» **Your assignment**
Transcribe the lines from the start of the data below through the line with "translate:0 -50%; text-align:left", word for word and nothing more.

» **Material to process**
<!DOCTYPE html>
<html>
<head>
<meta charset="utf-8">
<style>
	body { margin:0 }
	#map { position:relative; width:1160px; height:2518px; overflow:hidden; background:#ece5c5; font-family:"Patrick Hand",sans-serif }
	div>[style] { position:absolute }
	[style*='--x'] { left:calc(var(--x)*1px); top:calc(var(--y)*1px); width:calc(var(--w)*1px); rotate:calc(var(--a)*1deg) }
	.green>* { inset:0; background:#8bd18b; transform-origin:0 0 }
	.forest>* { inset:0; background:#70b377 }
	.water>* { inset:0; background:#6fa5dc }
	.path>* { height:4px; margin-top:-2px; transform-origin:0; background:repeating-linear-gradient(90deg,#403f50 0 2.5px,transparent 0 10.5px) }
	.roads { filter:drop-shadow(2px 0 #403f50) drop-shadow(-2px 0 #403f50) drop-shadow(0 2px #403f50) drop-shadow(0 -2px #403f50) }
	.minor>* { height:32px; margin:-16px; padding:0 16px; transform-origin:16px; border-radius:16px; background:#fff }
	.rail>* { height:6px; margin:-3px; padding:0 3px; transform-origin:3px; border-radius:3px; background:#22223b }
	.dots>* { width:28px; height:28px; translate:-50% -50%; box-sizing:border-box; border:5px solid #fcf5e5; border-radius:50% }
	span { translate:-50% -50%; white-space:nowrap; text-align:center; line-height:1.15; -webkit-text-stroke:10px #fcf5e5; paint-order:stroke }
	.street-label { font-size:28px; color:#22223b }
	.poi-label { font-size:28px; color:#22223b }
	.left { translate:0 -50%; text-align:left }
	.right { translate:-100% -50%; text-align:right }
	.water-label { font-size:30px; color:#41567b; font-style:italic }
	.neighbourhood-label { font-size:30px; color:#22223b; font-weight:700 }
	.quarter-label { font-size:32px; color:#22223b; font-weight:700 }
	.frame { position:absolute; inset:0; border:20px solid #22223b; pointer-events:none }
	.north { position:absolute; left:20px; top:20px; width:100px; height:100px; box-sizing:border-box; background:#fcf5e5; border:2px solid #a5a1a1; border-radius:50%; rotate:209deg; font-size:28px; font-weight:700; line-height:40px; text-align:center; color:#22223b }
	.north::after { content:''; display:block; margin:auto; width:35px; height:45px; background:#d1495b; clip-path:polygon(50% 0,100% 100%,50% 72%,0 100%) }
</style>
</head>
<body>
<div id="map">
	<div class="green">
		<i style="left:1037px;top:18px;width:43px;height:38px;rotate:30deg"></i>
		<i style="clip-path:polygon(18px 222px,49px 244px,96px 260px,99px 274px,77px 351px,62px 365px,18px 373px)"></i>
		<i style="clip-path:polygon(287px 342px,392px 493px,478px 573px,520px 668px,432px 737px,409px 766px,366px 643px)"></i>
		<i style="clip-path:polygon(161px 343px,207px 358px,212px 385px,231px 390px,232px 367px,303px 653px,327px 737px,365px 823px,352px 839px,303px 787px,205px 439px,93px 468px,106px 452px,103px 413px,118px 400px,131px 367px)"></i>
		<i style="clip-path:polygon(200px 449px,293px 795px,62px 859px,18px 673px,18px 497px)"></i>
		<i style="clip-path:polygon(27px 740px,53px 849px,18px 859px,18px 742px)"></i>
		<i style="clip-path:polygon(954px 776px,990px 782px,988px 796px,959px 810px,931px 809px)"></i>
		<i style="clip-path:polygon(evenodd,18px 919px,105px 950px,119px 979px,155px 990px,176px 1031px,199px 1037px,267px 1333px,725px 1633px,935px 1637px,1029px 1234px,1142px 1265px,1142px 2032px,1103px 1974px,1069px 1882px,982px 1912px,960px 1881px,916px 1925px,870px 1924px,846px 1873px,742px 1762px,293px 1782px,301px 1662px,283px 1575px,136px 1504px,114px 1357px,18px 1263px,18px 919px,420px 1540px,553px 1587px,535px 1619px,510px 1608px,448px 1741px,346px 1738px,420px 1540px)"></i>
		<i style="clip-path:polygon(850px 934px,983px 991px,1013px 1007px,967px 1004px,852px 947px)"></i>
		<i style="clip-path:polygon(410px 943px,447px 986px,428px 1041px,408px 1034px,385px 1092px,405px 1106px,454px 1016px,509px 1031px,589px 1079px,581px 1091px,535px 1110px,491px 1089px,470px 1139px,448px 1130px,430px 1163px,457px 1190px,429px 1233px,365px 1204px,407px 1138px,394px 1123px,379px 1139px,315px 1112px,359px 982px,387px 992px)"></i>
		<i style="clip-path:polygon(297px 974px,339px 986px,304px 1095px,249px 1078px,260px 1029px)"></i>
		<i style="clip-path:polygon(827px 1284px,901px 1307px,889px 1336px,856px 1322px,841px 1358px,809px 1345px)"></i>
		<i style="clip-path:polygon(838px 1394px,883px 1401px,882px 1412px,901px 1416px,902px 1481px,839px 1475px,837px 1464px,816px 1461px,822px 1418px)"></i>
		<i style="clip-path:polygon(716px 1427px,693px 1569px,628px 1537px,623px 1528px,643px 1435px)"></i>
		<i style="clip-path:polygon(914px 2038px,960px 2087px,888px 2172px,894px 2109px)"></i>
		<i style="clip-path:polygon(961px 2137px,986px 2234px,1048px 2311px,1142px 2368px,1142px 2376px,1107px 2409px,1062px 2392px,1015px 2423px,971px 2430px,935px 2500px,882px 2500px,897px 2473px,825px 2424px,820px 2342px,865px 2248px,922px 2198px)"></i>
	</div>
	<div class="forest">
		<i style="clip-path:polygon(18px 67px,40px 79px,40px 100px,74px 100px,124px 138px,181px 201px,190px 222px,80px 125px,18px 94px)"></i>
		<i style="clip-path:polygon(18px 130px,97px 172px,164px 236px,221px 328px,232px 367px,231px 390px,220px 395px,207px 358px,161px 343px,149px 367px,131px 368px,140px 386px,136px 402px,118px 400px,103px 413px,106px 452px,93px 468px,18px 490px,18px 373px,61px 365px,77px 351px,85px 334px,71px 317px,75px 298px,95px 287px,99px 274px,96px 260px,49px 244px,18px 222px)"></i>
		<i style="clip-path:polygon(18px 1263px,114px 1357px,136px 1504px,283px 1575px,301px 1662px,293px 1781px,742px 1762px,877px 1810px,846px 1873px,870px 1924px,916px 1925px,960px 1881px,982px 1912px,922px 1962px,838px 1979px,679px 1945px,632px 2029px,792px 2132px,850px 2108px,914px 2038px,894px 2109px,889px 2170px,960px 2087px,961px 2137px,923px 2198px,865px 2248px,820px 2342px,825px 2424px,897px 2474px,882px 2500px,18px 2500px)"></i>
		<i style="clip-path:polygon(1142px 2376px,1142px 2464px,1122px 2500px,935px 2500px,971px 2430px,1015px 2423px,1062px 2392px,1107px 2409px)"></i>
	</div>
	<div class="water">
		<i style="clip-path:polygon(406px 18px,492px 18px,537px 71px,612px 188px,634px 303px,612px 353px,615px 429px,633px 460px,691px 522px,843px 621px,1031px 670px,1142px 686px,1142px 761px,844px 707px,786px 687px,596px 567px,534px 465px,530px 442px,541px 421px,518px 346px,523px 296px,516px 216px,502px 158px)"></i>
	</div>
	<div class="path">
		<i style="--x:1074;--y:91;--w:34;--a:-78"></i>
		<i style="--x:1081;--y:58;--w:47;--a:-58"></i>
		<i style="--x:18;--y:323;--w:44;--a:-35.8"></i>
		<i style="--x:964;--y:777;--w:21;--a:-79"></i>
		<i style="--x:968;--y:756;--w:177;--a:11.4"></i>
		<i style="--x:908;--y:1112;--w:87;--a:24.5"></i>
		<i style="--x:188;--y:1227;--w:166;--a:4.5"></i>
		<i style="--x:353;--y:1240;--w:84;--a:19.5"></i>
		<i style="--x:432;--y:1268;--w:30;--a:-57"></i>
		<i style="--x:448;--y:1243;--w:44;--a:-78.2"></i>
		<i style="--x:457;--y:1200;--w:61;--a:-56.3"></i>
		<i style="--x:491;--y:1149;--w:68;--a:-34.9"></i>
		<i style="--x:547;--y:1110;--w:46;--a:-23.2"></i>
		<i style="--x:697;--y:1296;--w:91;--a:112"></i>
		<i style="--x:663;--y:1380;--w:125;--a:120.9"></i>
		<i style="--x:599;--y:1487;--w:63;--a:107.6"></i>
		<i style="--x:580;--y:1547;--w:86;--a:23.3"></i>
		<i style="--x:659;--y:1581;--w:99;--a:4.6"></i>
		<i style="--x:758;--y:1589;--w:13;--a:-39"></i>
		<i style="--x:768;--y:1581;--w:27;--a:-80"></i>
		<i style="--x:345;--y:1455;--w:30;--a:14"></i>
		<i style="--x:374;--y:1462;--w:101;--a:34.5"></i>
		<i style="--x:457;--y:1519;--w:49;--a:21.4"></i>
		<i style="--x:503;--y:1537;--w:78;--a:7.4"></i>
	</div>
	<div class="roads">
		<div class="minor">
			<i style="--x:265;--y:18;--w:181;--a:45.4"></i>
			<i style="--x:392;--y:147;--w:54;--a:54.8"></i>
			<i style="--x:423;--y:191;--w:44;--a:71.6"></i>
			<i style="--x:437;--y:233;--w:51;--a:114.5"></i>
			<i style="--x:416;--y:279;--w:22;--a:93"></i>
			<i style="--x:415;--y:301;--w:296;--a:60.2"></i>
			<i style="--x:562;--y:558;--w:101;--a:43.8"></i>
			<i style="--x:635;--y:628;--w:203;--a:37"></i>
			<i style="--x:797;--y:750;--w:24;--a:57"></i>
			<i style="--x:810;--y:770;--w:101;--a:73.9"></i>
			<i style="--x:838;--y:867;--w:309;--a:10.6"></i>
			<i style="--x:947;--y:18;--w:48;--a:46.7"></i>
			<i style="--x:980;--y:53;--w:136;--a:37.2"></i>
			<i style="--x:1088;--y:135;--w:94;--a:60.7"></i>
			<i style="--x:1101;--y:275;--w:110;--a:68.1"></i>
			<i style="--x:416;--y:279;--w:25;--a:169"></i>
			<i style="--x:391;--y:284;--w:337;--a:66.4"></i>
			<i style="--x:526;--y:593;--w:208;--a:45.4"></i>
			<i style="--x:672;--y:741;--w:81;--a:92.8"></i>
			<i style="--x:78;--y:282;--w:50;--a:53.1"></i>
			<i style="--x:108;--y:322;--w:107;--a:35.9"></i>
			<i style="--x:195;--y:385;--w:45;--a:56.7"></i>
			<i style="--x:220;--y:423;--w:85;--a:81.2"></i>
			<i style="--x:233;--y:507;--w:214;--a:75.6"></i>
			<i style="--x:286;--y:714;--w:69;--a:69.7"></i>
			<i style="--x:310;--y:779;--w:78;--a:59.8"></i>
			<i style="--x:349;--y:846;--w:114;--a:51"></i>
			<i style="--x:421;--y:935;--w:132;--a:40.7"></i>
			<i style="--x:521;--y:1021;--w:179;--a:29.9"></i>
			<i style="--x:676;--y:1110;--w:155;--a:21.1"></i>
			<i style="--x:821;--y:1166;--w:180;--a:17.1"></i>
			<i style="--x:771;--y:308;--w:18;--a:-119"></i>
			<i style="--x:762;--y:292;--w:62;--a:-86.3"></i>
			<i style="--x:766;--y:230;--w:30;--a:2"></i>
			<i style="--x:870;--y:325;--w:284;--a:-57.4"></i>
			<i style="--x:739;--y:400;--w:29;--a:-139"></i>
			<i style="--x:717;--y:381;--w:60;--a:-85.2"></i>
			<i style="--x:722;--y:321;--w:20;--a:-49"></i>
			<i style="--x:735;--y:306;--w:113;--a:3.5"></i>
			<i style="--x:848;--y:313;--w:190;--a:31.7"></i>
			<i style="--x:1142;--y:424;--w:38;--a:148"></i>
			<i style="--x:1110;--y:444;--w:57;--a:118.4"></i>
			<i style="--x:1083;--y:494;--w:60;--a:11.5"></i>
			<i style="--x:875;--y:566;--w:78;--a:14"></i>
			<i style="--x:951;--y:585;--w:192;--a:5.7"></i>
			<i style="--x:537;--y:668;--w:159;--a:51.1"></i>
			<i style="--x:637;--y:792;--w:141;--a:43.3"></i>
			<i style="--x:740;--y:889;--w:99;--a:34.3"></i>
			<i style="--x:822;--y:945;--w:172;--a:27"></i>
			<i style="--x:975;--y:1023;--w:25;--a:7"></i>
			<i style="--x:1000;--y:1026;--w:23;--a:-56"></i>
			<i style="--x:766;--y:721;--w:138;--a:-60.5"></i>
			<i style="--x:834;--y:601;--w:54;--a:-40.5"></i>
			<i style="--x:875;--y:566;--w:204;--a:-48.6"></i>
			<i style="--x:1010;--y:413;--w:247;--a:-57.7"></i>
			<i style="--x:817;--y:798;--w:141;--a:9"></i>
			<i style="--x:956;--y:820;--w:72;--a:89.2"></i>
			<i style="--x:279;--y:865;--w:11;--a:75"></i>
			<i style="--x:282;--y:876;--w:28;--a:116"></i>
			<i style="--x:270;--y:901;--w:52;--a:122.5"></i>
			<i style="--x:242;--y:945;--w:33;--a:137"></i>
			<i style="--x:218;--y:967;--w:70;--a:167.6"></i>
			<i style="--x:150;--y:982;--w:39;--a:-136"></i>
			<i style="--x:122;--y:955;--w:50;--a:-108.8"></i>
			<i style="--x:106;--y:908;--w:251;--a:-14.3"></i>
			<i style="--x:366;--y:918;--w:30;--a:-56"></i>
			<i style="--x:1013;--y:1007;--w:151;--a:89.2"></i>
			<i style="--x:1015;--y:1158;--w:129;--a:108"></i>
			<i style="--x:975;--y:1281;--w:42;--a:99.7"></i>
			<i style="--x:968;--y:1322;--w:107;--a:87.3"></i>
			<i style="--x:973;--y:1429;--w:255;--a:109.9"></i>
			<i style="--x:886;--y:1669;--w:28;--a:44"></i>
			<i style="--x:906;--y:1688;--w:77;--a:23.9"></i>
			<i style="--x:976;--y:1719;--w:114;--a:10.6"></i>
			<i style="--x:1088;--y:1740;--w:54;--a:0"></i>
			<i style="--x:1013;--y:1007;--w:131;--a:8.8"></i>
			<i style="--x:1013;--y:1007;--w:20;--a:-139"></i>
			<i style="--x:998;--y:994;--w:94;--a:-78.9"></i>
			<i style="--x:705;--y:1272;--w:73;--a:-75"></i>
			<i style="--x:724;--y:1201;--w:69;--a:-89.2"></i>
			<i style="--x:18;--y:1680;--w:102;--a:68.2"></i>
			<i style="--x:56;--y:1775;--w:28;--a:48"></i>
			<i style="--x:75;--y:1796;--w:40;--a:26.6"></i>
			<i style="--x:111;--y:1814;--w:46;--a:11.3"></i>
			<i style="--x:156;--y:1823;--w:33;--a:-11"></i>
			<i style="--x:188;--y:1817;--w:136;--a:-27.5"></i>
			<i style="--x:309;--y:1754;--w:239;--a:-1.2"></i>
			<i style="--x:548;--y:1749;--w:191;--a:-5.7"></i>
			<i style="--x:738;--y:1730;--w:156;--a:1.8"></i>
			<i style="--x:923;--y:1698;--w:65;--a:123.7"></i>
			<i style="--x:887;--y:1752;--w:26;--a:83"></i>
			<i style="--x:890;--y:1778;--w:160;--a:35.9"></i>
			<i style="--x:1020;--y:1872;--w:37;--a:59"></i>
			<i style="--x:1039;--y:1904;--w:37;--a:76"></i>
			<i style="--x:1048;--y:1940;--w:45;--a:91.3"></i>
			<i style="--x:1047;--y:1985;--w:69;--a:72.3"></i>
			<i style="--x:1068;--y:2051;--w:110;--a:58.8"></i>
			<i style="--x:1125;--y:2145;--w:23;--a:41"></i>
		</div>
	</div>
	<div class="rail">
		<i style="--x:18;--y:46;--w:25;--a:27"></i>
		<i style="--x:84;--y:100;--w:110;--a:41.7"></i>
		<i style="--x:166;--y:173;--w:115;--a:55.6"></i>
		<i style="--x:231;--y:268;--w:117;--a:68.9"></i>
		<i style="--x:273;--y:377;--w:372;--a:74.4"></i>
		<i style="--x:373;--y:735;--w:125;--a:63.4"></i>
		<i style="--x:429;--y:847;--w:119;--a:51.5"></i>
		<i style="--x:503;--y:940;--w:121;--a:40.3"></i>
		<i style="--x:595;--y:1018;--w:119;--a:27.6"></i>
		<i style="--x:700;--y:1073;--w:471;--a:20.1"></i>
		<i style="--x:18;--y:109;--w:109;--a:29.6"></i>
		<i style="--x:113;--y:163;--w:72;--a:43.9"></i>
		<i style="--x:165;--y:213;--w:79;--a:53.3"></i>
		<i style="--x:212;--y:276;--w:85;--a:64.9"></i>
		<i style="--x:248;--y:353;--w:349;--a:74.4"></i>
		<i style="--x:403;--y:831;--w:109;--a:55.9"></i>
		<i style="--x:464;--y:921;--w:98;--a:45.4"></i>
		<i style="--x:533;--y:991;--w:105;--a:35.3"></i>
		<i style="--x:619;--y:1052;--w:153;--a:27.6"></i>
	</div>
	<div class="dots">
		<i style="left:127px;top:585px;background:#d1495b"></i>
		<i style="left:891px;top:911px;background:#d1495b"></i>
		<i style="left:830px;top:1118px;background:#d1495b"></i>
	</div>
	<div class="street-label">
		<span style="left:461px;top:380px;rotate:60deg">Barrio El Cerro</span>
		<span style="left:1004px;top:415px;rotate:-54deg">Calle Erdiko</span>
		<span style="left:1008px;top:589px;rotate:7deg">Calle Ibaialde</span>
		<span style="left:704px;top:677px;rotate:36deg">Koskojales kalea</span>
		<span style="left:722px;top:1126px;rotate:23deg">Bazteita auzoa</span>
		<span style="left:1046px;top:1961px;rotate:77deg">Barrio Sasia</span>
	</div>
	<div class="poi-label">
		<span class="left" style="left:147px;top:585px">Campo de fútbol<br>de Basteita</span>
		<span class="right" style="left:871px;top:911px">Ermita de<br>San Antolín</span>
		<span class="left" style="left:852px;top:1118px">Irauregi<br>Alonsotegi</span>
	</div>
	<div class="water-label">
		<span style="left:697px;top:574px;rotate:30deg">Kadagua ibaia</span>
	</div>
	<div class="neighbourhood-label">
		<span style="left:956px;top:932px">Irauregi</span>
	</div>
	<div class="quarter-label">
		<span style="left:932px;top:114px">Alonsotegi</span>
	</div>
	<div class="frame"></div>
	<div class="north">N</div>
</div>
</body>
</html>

» **Response**
<!DOCTYPE html>
<html>
<head>
<meta charset="utf-8">
<style>
	body { margin:0 }
	#map { position:relative; width:1160px; height:2518px; overflow:hidden; background:#ece5c5; font-family:"Patrick Hand",sans-serif }
	div>[style] { position:absolute }
	[style*='--x'] { left:calc(var(--x)*1px); top:calc(var(--y)*1px); width:calc(var(--w)*1px); rotate:calc(var(--a)*1deg) }
	.green>* { inset:0; background:#8bd18b; transform-origin:0 0 }
	.forest>* { inset:0; background:#70b377 }
	.water>* { inset:0; background:#6fa5dc }
	.path>* { height:4px; margin-top:-2px; transform-origin:0; background:repeating-linear-gradient(90deg,#403f50 0 2.5px,transparent 0 10.5px) }
	.roads { filter:drop-shadow(2px 0 #403f50) drop-shadow(-2px 0 #403f50) drop-shadow(0 2px #403f50) drop-shadow(0 -2px #403f50) }
	.minor>* { height:32px; margin:-16px; padding:0 16px; transform-origin:16px; border-radius:16px; background:#fff }
	.rail>* { height:6px; margin:-3px; padding:0 3px; transform-origin:3px; border-radius:3px; background:#22223b }
	.dots>* { width:28px; height:28px; translate:-50% -50%; box-sizing:border-box; border:5px solid #fcf5e5; border-radius:50% }
	span { translate:-50% -50%; white-space:nowrap; text-align:center; line-height:1.15; -webkit-text-stroke:10px #fcf5e5; paint-order:stroke }
	.street-label { font-size:28px; color:#22223b }
	.poi-label { font-size:28px; color:#22223b }
	.left { translate:0 -50%; text-align:left }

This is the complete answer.